Lung cancer is the leading cancer killer and the most common type of cancer in Hong Kong. In a study, Professor Tony S.K. Mok of The Chinese University of Hong Kong’s (CUHK) Faculty of Medicine (CU Medicine) and an international team of experts in lung cancer, found that combining the immunotherapy drugs tremelimumab and durvalumab with chemotherapy, can significantly improve progression-free survival and overall survival of patients with metastatic non-small cell lung cancer (NSCLC). This regimen represents a potential new option in first-line treatment for these patients.
The teams recruited 1,013 patients from 142 sites in 18 countries for a Phase 3 study that compared treatment outcomes of combined immunotherapy and chemotherapy versus chemotherapy alone.
Patients were randomly assigned to one of three treatment arms: immune checkpoint inhibitors tremelimumab plus durvalumab with chemotherapy (T+D+CT arm); durvalumab with chemotherapy (D+CT arm); or chemotherapy only (CT arm).

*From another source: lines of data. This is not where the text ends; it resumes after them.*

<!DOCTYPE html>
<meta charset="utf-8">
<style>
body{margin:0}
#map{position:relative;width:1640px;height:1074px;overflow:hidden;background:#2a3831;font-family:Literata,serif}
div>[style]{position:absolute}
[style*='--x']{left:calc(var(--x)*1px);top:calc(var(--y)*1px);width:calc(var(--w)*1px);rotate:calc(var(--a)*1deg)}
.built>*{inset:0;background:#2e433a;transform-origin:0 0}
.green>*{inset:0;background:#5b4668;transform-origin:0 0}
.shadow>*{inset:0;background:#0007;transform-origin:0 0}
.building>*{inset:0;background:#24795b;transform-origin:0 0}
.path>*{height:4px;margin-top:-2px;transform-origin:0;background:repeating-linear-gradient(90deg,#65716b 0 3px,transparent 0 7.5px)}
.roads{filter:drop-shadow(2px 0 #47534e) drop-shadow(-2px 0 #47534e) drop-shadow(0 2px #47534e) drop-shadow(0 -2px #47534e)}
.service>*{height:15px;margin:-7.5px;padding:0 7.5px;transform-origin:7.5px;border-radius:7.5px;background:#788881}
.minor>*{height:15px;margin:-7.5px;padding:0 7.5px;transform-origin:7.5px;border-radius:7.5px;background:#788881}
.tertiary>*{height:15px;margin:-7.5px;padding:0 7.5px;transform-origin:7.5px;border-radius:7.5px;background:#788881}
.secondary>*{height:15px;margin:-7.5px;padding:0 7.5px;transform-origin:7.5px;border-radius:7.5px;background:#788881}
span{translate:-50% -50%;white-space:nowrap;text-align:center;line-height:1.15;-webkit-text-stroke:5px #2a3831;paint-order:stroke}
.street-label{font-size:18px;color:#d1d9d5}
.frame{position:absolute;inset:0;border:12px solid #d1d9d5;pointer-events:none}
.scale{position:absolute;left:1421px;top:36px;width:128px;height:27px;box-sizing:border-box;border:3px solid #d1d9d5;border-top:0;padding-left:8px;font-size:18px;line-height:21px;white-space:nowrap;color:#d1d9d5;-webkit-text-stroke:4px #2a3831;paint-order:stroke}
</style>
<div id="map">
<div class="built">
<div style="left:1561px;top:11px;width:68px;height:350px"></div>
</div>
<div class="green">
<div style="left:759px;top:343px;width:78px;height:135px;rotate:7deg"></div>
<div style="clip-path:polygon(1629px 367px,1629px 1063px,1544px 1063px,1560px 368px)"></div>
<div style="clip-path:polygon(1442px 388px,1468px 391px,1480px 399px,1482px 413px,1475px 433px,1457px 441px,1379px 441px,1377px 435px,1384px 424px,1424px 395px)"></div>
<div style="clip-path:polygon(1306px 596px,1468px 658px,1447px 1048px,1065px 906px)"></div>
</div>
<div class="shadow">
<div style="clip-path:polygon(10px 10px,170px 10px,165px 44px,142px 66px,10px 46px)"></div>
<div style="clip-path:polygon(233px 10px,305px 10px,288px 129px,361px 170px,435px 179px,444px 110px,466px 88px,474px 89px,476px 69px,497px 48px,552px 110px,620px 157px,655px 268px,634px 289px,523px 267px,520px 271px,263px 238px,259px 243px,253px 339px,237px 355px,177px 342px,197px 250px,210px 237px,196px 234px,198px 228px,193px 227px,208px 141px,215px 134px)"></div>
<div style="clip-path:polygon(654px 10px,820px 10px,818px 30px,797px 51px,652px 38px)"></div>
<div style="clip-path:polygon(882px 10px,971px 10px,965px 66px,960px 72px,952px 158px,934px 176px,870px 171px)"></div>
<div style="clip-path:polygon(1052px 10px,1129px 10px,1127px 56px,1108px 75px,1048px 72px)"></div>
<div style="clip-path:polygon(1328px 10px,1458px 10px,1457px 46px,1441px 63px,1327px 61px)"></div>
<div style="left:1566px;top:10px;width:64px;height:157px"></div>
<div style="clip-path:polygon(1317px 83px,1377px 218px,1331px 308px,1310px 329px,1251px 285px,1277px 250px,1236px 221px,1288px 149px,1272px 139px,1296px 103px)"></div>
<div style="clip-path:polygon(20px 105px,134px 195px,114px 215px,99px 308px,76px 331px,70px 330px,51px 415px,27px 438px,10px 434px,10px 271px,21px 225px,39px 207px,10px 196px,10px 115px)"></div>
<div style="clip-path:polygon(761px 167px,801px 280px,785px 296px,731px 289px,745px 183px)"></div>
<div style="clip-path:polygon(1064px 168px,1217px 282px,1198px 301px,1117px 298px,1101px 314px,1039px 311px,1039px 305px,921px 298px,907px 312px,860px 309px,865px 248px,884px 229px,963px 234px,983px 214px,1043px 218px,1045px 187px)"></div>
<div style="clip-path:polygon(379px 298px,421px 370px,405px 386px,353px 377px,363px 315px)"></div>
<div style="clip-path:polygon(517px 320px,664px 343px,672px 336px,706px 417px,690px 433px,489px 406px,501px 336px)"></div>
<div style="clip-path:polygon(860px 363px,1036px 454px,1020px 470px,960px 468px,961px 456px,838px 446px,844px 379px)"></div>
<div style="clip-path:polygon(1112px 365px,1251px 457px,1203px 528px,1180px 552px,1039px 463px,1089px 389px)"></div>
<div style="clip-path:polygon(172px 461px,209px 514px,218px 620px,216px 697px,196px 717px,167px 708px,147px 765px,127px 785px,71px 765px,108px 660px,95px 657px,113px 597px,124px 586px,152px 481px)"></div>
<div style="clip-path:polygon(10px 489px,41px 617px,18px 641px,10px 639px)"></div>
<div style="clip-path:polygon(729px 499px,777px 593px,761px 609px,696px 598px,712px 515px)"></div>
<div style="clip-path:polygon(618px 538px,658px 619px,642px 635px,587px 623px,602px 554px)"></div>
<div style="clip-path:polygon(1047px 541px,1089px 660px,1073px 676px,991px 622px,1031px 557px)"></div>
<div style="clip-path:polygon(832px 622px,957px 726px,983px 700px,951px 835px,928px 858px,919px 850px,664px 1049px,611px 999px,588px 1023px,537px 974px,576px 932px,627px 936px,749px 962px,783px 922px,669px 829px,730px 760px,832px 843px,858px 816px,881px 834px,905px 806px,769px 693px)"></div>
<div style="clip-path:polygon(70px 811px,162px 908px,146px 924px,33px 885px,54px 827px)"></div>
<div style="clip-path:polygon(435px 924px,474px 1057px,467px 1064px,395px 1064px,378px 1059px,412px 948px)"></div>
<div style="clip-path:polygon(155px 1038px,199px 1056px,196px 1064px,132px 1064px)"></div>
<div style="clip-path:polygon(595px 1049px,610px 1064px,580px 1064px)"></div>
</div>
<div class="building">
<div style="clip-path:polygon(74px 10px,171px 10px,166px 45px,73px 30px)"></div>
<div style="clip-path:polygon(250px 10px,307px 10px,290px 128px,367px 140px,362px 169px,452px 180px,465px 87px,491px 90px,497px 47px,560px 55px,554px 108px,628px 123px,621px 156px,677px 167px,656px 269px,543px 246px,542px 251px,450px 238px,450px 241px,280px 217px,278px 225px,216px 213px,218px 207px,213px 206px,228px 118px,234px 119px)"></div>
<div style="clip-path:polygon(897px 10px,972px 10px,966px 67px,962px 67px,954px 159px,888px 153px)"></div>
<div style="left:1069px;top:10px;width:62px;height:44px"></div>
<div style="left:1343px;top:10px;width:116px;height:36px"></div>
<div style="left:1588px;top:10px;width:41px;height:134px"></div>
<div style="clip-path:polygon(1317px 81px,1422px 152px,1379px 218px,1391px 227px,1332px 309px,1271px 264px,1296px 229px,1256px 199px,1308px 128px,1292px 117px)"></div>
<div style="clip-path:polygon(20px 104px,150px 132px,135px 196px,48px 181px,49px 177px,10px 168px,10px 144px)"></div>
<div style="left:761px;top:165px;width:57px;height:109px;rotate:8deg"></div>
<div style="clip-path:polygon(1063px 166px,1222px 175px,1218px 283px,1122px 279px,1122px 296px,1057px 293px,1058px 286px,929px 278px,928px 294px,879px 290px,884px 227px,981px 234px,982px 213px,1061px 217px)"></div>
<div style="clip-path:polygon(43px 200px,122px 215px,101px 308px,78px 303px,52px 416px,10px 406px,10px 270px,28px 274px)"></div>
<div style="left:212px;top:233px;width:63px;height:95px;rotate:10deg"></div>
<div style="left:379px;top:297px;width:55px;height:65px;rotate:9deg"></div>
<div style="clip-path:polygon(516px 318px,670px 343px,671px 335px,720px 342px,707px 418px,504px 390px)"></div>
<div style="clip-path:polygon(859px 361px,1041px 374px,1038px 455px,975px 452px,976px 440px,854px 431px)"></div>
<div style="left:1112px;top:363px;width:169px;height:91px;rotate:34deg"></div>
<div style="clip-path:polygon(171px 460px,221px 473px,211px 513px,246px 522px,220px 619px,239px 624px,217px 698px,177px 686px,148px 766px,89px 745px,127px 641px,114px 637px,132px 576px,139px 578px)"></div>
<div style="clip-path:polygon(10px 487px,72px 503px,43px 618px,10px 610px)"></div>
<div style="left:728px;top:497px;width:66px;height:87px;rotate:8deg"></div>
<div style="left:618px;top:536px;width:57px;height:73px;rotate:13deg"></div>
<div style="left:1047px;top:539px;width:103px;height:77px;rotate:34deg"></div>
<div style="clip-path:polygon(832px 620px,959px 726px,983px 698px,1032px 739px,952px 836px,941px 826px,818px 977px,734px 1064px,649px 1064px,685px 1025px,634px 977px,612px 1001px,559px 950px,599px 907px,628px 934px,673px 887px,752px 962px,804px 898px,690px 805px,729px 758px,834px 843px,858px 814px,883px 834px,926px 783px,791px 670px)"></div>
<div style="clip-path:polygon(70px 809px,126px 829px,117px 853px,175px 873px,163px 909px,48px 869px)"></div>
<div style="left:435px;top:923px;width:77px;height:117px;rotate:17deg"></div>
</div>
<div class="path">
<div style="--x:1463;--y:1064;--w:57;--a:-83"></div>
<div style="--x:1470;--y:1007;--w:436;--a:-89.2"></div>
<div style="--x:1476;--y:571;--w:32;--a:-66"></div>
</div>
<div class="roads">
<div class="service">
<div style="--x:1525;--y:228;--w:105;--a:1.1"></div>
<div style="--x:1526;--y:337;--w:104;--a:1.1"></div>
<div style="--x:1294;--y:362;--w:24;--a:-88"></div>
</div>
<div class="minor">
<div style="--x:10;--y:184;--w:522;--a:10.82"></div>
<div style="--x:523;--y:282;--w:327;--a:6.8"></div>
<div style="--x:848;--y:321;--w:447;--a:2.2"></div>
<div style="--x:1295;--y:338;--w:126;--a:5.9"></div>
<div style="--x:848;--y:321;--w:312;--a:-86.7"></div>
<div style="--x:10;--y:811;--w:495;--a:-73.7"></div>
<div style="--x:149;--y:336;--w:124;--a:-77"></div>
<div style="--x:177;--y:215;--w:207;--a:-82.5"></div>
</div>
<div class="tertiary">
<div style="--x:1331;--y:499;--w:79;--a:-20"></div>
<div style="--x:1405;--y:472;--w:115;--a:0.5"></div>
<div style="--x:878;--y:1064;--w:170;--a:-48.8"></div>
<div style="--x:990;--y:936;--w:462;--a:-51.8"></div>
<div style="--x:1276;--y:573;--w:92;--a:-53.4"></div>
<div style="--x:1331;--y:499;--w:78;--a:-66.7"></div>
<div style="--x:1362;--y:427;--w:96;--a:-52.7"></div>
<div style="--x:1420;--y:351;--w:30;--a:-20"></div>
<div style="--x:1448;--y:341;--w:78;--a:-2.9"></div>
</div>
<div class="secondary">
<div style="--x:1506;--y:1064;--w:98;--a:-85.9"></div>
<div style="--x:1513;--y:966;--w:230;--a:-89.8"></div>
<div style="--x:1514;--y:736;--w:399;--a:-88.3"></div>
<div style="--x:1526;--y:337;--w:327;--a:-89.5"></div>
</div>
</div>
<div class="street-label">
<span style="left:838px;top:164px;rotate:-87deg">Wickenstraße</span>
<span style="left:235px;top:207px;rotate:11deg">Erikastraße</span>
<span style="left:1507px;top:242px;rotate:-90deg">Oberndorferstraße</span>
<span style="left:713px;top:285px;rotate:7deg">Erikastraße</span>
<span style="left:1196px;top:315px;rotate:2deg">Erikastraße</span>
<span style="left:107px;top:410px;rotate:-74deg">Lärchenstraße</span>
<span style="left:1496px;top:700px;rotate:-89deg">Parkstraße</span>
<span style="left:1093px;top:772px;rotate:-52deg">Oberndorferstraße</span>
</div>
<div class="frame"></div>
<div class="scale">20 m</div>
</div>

The results showed that treatment outcomes were better for patients who received immunotherapy combined with chemotherapy. In particular, the T+D+CT arm showed significant improvement compared with patients who received only chemotherapy, as it doubled their 12-month progression-free survival rate and increased their 24-month overall survival rate by 50 percent.
Professor Mok, Li Shu Fan Medical Foundation endowed Professor and Chairman of the Department of Clinical Oncology at the CUHK Department of Clinical Oncology, said the study provides a new treatment option for metastatic NSCLC patients. Using the two drugs along with chemotherapy significantly improved survival without a clinically meaningful increase in tolerability burden. He said they are grateful to have obtained approval from the U.S. Food and Drug Administration to apply this new treatment regime for patients with metastatic NSCLC in the United States.
He also pointed out that adding the immune drug tremelimumab, an anti-cytotoxic T-lymphocyte-associated antigen 4, extended clinical benefits to patients with PD-L1-negative tumours. These patients appeared to make the greatest gains in survival outcomes from this new combined therapy.
Immune checkpoint inhibitors are a standard first-line therapy for advanced or metastatic NSCLC with PD-L1 expression, known as anti-PD-1 checkpoint inhibitors. Durvalumab is one of those drugs. However, patients with PD-L1-low or PD-L1-negative tumours are less likely to respond to anti-PD-1 therapy, underling the need for new therapeutic strategies with immunotherapy combinations.